The typical approach for the creation of an intelligent tutoring system follows a relatively simple process. First, a system is developed and deployed into a production setting while using a baseline (usually manually created) process. Second, the learner data for this system is analyzed using an approach such as a Bayesian network, reinforcement learning algorithm, or equivalent. Third, the findings are used to improve the initial models, which serve as the baseline for the next version of the system. This collect-model-update cycle varies for different ITS. Many systems have followed this approach for affective learner modeling [12], domain modeling [13], or instructional modeling [14].

An alternative approach for creating an ITS is to develop agents which can learn in the presence of new data. While this approach reduces human control of the final model, and perhaps reduces scientific validity, it generally produces improved model quality [14]. This is because an agent-based ITS can continuously improve its underlying models based on ground truth observations, customized to the actual content delivered. An example of such a system is one which begins to build an initial model from available data/decisions, modifies or customizes the model for a new student, and puts the new model into practice immediately. It makes most use of policy information compatible with multiple instructional domains, allows configuration from observed evidence, and can potentially share this knowledge with other similar agents and processes.

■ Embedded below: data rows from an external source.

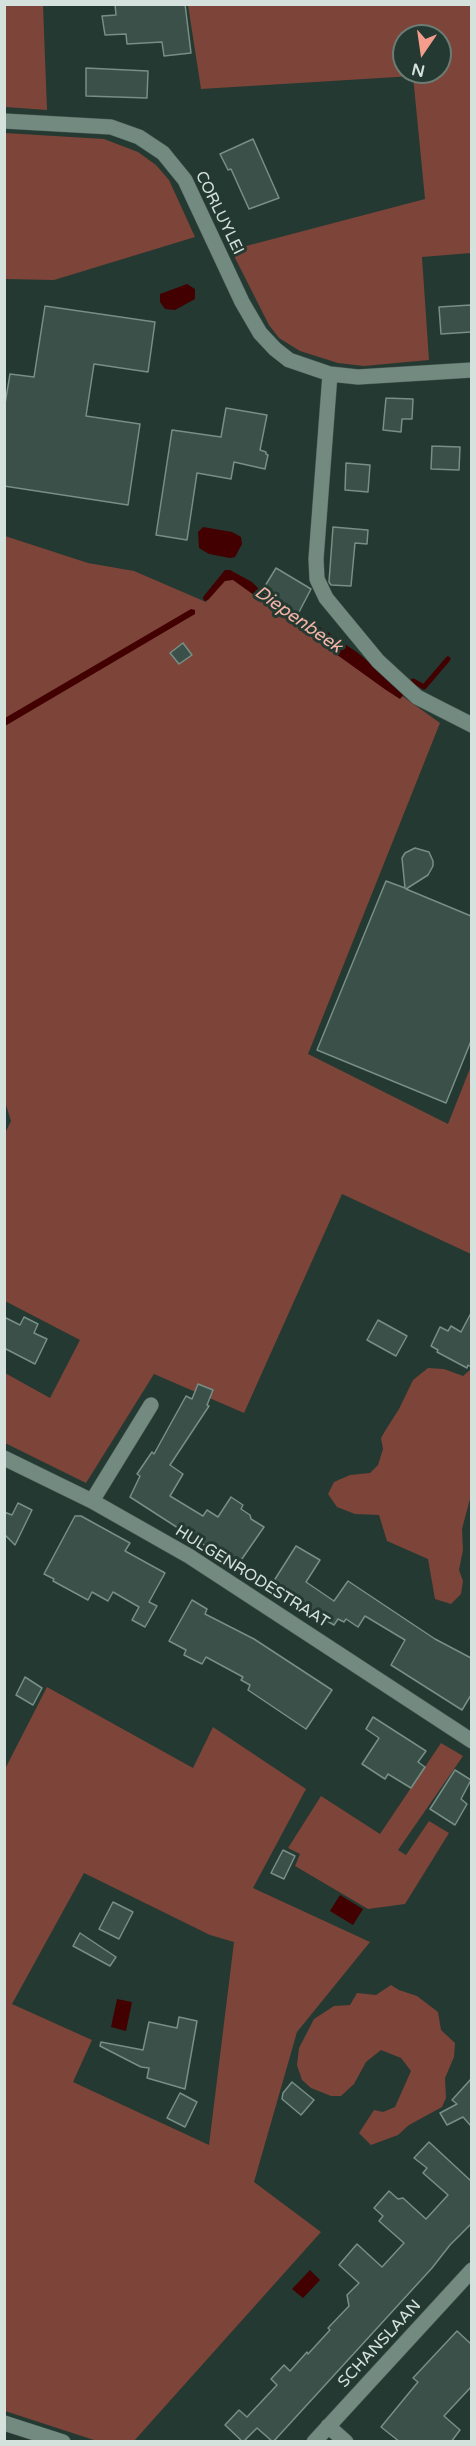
<!DOCTYPE html>
<html>
<head>
<meta charset="utf-8">
<style>
	body { margin:0 }
	#map { position:relative; width:476px; height:2446px; overflow:hidden; background:#243931; font-family:"Varela Round",sans-serif }
	canvas { display:block }
	.frame { position:absolute; inset:0; border:6px solid #d5e1dc; pointer-events:none }
	.north { position:absolute; left:392px; top:24px; width:60px; height:60px; box-sizing:border-box; background:#243931; border:2px solid #6b7c75; border-radius:50%; rotate:193deg; font-size:16px; font-weight:700; line-height:24px; text-align:center; color:#d5e1dc }
	.north::after { content:''; display:block; margin:auto; width:21px; height:27px; background:#f49d8c; clip-path:polygon(50% 0,100% 100%,50% 72%,0 100%) }
</style>
</head>
<body>
<div id="map">
<canvas width="476" height="2446"></canvas>
<div class="frame"></div>
<div class="north">N</div>
</div>
<script>
const c = document.querySelector('canvas').getContext('2d');
c.lineJoin = 'round';
function paint(path, color) { c.fillStyle = color; c.fill(path, 'evenodd'); }
const poly = rows => new Path2D(rows.map(r => 'M' + r).join(''));
function stroke(path, color, width, dash) { c.strokeStyle = color; c.lineWidth = width; c.lineCap = dash ? 'butt' : 'round'; c.setLineDash(dash || []); c.stroke(path); }
function label(font, color, halo, rows, align = 'center') {
  c.font = font + ' "Varela Round",sans-serif'; c.lineWidth = 6; c.setLineDash([]); c.textBaseline = 'middle'; c.strokeStyle = halo; c.fillStyle = color; for (const [text, x, y, turn = 0] of rows) {
    c.save(); c.translate(x, y); c.rotate((+turn || 0) * Math.PI / 180); c.textAlign = isNaN(turn) ? turn : align; if (halo) c.strokeText(text, 0, 0); c.fillText(text, 0, 0); c.restore();
  }
}
const green = poly([
	[5,4,43,5,47,110,5,107],
	[188,5,471,5,471,253,422,257,429,360,364,366,338,363,300,351,279,338,269,325,231,250,425,199,413,76,201,89],
	[404,36,440,36,440,72,404,72],
	[5,133,104,139,138,152,156,165,169,180,195,237,54,280,5,279],
	[5,536,88,563,134,571,206,602,229,572,440,723,308,1054,448,1124,471,1066,471,1254,342,1194,244,1413,154,1374,86,1483,5,1443,5,1373,50,1398,80,1340,5,1301,4,1135,11,1121,5,1102],
	[428,1368,444,1369,463,1376,471,1369,471,1495,462,1529,463,1550,459,1570,463,1581,461,1594,451,1604,435,1599,428,1559,387,1541,379,1515,355,1514,337,1507,328,1494,334,1482,350,1475,370,1473,378,1465,383,1449,381,1438,385,1431,399,1409,413,1380],
	[47,1687,193,1768,213,1727,306,1789,253,1888,370,1942,297,2032,254,2182,321,2232,134,2441,97,2441,5,2411,5,1769],
	[84,1873,210,1935,234,1942,209,2145,73,2082,92,2040,12,2004],
	[441,1743,463,1756,398,1850,406,1855,429,1821,449,1833,405,1904,368,1909,295,1866,300,1854,288,1848,321,1796,380,1834],
	[391,1985,399,1990,417,1996,438,2012,441,2030,455,2043,454,2057,445,2078,446,2098,442,2107,409,2125,398,2135,371,2145,359,2133,374,2110,383,2112,395,2107,411,2071,401,2058,381,2050,366,2062,354,2084,341,2096,331,2096,311,2088,302,2080,297,2065,299,2048,314,2019,334,2006,350,2005,357,1993,376,1995]
]);
const water = poly([
	[187,284,195,289,195,299,175,310,165,309,160,302,160,294],
	[203,527,232,532,241,537,242,544,235,557,230,558,209,554,199,548,198,532],
	[225,570,230,570,252,582,261,591,326,631,358,653,405,693,400,699,386,690,233,580,225,581,208,600,204,601,203,597],
	[191,609,195,610,195,614,5,726,5,718],
	[340,1895,363,1909,353,1925,330,1911],
	[117,1999,132,2002,126,2031,111,2027],
	[310,2270,320,2280,303,2298,292,2289]
]);
const stream = poly([
	[413,681,424,687,448,659]
]);
const building = poly([
	[115,4,185,4,191,53,164,56,162,42,127,44,126,34,105,35,102,16,116,15,115,4],
	[86,68,148,71,147,98,86,96,86,68],
	[253,139,279,198,249,209,231,169,228,170,220,154,253,139],
	[471,305,471,332,441,334,439,307,471,305],
	[45,306,155,322,148,372,94,364,86,416,140,424,128,505,4,486,4,410,10,374,34,377,45,306],
	[386,398,413,399,412,419,402,419,401,432,383,430,386,398],
	[226,408,267,415,260,450,266,452,266,454,268,455,265,469,234,462,231,479,197,473,187,540,156,535,172,430,221,437,226,408],
	[432,446,460,447,459,470,431,469,432,446],
	[346,463,370,465,368,492,345,490,346,463],
	[333,527,368,530,367,544,355,543,351,586,331,585,329,582,333,527],
	[276,568,311,589,298,614,262,591,276,568],
	[183,643,192,655,179,664,170,653,183,643],
	[415,848,429,852,433,861,433,866,428,875,406,889,471,916,471,1041,446,1103,317,1050,386,881,405,888,402,858,405,853,415,848],
	[471,1313,471,1367,468,1365,467,1368,437,1352,438,1350,431,1346,440,1327,448,1331,451,1326,461,1332,471,1313],
	[4,1317,20,1325,24,1317,38,1324,34,1333,47,1339,35,1364,4,1348,4,1317],
	[378,1320,407,1336,396,1356,367,1340,378,1320],
	[198,1384,213,1390,207,1405,209,1406,170,1465,183,1474,170,1496,203,1516,207,1510,218,1517,231,1497,243,1505,241,1509,250,1515,251,1519,264,1527,237,1566,130,1497,140,1476,137,1474,152,1452,154,1454,186,1396,192,1399,198,1384],
	[18,1503,32,1510,15,1545,4,1534,4,1512,12,1515,18,1503],
	[75,1516,81,1516,130,1543,125,1551,165,1573,149,1602,157,1606,145,1627,132,1620,139,1607,113,1592,108,1601,92,1592,88,1600,53,1581,54,1579,44,1574,75,1516],
	[296,1546,320,1560,306,1582,334,1601,348,1581,435,1639,471,1658,471,1695,462,1710,391,1665,405,1640,365,1616,358,1627,346,1619,344,1622,338,1619,334,1625,270,1587,296,1546],
	[192,1600,207,1609,205,1614,254,1639,332,1690,306,1729,248,1690,250,1685,241,1680,243,1677,206,1657,202,1664,184,1655,186,1650,169,1641,192,1600],
	[25,1677,42,1688,33,1705,16,1695,25,1677],
	[373,1717,426,1751,418,1762,425,1767,411,1788,388,1774,385,1779,362,1764,379,1738,366,1729,373,1717],
	[455,1770,471,1780,461,1799,467,1804,455,1825,430,1809,455,1770],
	[283,1850,295,1856,284,1879,271,1873,283,1850],
	[113,1902,133,1912,119,1939,99,1929,113,1902],
	[80,1933,116,1957,110,1966,73,1946,80,1933],
	[179,2017,197,2021,185,2089,147,2078,149,2068,141,2067,100,2046,101,2042,143,2050,149,2022,177,2028,179,2017],
	[471,2079,471,2126,463,2117,447,2125,440,2113,457,2104,452,2100,471,2079],
	[292,2082,314,2100,301,2115,282,2099,283,2093,292,2082],
	[180,2093,197,2102,185,2127,167,2118,180,2093],
	[429,2142,471,2181,471,2224,450,2245,432,2268,273,2442,257,2428,243,2442,225,2425,239,2410,247,2417,277,2385,271,2379,284,2365,290,2371,307,2352,308,2354,330,2330,328,2328,349,2306,347,2295,359,2283,339,2265,357,2244,382,2267,404,2243,379,2221,383,2216,374,2208,389,2191,398,2199,403,2198,426,2219,448,2195,423,2173,427,2168,414,2158,429,2142],
	[457,2331,471,2344,471,2387,444,2416,460,2430,451,2442,400,2442,381,2427,418,2382,413,2378,457,2331]
]);
const minor = poly([
	[4,121,111,127,139,137,163,153,185,180,242,302,260,333,275,349,289,360,330,374,358,377,472,370],
	[330,374,316,559,317,579,326,598,378,661,417,697,472,725],
	[4,1458,92,1501,189,1556,472,1741],
	[92,1501,151,1405],
	[4,2423,63,2442],
	[328,2426,346,2442],
	[314,2442,472,2270]
]);
const streetNames = [
	["CORLUYLEI",219,213,64],
	["HULGENRODESTRAAT",252,1577,32],
	["SCHANSLAAN",380,2344,-47]
];
const waterNames = [
	["Diepenbeek",298,620,35]
];
paint(green, '#7d4439');
paint(water, '#420000');
stroke(stream, '#420000', 5);
paint(building, '#3a5048');
stroke(building, '#778f86', 1.5);
stroke(minor, '#445650', 16);
stroke(minor, '#728a80', 15);
label('16px', '#d5e1dc', '#243931', streetNames);
label('italic 18px', '#f3b3a5', '#243931', waterNames);
</script>
</body>
</html>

3.2 Potential Implementations

GIFT is based on the learning effect chain, whereby learner data informs learner states which inform instructional strategy selection which influence learning gains [1]. This chain is instantiated in the GIFT software as a Domain Module which informs a Learner Module which informs a Pedagogical Module which selects instructional strategies which are implemented as instructional tactics in the Domain Module. Each portion of data is passed in real-time in order to deliver content to the student. The most basic implementation of agent policies is to add a policy-handling component to the existing structure. The left side of Fig. 1 shows how these items exist in current GIFT architecture, while right side of Fig. 1 shows the addition of policy information. Figure 2 shows an in-depth implementation of the concept of policy overlay to existing functionality.
Fig. 1.

The addition of a policy component to the existing GIFT structure in order to accommodate real-time agent functionality.

Fig. 2.

Addition of a policy component shown in greater detail within an instructional module (pedagogical policy)

However, as agents and agent-based practices are added to GIFT, a manner of representation is needed, this is especially prevalent for a changing structure over time, such as when a policy is learned for a specific class of users over a large series of interactions. A manner of autonomously changing system behavior can be added through the addition of a policy component as an overlay to the module. In this manner, the initial module configuration (via various configuration files) can be referenced in mutable policy, changed in the presence of new data, and de-conflicted in the event of conflict. The addition of this type of policy information enables additional features and functions to be supported. Examples of these behaviors for specific model instantiations are presented in Table 1.
Table 1.

Listing of modules, example module policies, and data sources for model updates

Module

Policy example

Cause for alteration

Domain module

Selection of instructional tactic, selecting a shorter segment instead of a longer one

Time available for student

Domain module

Generation of an after action review (AAR) as part of a sequence of content

Student actions

Learner module

Prediction of student state, based on difficulty of concepts (mined from previous example)

Updated assessment of individual student, classroom, or introduction of new data source

Pedagogical module

Selection among conflicting instructional policies (“hint” or “prompt”)

Varying observed effects dependent on authored quality

4 Offline Agents and Services

In contrast to online agents which perform as part of the real-time decision loop for managing instructional decisions and delivery, there is a need for offline agents and services. The factors driving the need for an offline agent or service include output that takes too much time to produce in real-time, the size of the instructional decision is larger than a single time-step, a need to reach back to an alternative data source, or output that is appropriate for multiple online modules.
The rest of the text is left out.